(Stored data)
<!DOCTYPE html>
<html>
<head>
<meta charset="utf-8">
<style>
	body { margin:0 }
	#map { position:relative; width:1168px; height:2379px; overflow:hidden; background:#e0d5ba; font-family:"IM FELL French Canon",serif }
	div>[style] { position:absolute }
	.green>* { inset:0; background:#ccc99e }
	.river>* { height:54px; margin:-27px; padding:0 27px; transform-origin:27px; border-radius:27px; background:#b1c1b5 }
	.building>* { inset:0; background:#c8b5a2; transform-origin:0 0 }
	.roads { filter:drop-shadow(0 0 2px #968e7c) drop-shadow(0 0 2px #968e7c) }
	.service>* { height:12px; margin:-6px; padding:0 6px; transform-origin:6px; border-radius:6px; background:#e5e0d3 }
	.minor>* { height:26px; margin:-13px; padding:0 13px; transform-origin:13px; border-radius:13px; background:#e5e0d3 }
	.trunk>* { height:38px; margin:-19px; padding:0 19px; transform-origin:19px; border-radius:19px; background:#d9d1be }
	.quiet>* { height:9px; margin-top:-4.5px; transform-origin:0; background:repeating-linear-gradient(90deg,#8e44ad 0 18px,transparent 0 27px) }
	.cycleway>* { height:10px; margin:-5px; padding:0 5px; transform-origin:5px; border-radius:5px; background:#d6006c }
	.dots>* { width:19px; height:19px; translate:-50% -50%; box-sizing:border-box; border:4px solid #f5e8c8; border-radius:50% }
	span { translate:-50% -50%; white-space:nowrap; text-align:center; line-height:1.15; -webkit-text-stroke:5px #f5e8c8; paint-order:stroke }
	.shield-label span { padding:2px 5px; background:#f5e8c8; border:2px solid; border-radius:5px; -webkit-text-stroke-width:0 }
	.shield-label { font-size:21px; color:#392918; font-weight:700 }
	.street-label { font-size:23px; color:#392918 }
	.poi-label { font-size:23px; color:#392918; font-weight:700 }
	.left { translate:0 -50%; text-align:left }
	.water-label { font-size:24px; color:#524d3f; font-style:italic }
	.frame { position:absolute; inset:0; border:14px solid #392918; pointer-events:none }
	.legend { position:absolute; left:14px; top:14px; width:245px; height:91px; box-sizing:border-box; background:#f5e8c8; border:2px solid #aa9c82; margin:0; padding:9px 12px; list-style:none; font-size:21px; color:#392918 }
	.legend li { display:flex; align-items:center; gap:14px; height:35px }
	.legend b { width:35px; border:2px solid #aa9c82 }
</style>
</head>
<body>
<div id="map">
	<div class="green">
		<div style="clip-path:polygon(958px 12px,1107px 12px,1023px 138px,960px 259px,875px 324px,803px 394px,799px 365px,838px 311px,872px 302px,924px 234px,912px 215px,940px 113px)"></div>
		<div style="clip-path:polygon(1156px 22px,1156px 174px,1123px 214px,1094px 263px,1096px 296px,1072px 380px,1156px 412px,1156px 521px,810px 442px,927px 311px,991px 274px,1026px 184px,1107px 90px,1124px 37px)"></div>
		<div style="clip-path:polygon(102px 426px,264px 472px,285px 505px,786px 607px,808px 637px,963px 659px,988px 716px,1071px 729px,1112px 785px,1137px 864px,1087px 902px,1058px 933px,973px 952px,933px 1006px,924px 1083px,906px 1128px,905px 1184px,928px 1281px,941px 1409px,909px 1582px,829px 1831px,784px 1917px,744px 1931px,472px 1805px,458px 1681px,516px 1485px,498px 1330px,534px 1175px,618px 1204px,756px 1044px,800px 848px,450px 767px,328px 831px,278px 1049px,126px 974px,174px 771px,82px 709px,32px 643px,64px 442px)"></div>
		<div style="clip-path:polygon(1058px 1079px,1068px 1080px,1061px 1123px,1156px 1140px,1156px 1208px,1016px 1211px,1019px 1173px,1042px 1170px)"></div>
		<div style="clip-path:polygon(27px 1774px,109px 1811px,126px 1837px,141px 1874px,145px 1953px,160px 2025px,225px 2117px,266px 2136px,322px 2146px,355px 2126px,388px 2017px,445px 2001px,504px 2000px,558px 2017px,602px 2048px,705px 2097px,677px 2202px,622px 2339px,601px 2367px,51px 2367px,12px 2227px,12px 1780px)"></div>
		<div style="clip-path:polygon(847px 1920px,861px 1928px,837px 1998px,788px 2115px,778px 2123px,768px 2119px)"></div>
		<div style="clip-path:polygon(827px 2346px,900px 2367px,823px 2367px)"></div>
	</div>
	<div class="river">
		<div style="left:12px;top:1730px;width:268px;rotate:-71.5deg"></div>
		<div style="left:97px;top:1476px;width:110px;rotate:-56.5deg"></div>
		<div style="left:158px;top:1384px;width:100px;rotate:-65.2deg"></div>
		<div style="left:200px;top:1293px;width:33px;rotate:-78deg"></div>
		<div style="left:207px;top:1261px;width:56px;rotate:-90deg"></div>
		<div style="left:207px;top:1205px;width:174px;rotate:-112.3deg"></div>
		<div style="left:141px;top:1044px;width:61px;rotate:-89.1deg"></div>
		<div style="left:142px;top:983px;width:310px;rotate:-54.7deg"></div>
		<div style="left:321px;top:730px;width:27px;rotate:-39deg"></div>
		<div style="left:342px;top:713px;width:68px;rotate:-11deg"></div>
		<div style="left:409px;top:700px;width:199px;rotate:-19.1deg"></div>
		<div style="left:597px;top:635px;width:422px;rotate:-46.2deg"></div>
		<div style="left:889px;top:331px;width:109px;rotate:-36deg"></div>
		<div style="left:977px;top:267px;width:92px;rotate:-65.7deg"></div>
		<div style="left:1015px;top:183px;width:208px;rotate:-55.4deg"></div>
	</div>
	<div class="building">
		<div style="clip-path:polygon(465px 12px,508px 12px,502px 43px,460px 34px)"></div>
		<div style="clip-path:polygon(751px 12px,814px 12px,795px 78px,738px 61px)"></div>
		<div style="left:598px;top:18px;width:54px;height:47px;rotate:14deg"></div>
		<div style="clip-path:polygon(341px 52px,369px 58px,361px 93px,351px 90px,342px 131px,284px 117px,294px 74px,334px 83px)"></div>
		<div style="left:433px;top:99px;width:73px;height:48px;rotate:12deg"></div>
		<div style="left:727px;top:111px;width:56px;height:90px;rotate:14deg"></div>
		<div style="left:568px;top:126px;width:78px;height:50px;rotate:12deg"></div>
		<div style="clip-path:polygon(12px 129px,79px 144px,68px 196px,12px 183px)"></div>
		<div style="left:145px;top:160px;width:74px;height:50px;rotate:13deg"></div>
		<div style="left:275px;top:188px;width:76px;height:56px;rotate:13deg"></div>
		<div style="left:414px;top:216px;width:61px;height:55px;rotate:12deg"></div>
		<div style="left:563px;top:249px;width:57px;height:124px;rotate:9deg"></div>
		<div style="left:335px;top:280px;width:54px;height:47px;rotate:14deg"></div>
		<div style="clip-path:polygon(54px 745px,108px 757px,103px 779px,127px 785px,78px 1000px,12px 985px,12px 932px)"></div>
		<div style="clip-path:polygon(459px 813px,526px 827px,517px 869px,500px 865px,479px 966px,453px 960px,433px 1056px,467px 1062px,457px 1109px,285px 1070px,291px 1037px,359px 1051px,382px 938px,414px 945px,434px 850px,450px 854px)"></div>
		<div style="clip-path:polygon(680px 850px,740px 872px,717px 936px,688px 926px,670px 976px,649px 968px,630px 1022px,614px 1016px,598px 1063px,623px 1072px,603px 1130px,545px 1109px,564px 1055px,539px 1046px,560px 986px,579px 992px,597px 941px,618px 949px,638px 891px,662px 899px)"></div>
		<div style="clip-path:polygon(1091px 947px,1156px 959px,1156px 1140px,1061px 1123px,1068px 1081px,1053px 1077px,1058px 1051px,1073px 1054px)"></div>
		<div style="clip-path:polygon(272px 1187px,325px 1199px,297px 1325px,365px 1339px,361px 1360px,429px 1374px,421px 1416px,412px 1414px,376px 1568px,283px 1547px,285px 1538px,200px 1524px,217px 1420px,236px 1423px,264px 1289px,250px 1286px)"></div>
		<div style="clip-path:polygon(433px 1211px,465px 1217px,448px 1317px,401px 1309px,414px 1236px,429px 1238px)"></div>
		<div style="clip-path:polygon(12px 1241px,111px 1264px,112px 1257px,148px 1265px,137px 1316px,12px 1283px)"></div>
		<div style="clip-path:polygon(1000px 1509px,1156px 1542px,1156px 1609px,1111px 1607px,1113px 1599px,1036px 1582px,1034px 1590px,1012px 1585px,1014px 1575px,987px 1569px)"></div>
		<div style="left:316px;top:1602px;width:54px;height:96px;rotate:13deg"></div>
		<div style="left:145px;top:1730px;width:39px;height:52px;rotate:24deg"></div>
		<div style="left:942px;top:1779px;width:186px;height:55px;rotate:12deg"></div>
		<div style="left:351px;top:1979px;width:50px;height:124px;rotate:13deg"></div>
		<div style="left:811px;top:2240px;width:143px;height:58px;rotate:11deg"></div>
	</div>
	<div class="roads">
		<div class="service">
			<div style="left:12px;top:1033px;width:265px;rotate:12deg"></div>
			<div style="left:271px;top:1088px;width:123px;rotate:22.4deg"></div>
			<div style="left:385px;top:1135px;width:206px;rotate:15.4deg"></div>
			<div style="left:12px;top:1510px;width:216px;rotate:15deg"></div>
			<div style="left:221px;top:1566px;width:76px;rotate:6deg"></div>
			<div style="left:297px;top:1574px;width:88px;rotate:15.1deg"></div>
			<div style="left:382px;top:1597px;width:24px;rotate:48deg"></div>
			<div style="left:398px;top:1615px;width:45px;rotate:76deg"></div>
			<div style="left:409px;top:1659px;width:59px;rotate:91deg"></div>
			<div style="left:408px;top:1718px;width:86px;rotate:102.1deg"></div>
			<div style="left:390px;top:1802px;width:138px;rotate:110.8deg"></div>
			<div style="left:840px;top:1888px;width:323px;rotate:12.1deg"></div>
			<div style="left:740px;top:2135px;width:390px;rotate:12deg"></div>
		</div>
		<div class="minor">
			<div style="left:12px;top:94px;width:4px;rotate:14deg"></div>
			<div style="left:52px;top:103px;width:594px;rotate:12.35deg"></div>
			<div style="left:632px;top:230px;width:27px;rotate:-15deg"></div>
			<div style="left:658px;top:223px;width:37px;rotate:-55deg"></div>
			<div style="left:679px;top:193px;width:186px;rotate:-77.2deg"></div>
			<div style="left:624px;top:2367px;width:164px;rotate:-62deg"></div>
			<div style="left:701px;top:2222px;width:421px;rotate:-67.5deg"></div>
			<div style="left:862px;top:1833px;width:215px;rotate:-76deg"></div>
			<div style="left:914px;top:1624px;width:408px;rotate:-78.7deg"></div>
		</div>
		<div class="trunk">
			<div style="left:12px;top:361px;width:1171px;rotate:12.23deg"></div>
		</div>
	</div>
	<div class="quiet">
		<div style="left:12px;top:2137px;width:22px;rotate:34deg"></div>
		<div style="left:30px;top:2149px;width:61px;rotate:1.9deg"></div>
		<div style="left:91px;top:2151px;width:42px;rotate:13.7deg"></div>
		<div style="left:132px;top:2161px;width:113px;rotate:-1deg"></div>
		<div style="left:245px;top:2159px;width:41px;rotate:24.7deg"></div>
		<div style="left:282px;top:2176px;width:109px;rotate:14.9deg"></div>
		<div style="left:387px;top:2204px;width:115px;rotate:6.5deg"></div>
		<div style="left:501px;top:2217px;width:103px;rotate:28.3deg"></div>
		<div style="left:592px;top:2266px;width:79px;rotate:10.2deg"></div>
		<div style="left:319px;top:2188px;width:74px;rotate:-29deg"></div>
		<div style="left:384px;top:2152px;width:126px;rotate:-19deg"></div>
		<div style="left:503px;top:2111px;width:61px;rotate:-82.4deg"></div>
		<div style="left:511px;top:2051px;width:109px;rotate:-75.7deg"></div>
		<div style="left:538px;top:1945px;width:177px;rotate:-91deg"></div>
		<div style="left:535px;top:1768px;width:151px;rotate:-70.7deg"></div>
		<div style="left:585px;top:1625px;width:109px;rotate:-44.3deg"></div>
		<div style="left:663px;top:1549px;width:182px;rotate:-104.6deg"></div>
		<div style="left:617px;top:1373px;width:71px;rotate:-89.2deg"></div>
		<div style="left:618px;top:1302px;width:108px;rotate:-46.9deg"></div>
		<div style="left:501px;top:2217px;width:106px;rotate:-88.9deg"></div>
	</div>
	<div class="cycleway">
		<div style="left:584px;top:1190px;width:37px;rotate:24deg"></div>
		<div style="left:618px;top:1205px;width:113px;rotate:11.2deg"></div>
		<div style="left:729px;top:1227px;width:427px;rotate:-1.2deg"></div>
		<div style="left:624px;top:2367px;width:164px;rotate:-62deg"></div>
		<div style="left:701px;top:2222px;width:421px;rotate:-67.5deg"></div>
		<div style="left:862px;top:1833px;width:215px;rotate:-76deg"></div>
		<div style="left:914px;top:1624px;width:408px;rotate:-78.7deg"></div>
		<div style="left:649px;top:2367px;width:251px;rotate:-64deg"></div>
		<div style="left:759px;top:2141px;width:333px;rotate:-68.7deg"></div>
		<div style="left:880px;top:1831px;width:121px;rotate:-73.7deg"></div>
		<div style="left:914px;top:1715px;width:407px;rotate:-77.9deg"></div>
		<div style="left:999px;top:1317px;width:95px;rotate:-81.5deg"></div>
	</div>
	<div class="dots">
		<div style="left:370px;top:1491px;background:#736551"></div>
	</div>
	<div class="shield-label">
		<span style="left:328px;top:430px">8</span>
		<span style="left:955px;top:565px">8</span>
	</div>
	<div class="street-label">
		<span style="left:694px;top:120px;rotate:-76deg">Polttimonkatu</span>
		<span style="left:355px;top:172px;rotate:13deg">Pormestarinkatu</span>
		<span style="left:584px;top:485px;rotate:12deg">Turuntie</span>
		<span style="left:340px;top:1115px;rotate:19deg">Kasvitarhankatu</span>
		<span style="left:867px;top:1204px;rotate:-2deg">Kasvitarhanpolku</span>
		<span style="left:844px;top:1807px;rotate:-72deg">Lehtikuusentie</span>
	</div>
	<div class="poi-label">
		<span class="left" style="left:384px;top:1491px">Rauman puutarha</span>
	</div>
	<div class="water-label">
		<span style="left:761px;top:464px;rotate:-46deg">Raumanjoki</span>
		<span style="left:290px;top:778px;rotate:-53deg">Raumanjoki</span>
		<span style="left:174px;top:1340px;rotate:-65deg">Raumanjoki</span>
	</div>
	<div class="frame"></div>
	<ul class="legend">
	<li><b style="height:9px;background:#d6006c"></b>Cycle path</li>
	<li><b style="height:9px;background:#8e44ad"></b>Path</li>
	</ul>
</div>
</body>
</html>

- **Exercise description**: Go through the records above and return each line in which the word "webkit" occurs.

- **Solution for this exercise**:
	span { translate:-50% -50%; white-space:nowrap; text-align:center; line-height:1.15; -webkit-text-stroke:5px #f5e8c8; paint-order:stroke }
	.shield-label span { padding:2px 5px; background:#f5e8c8; border:2px solid; border-radius:5px; -webkit-text-stroke-width:0 }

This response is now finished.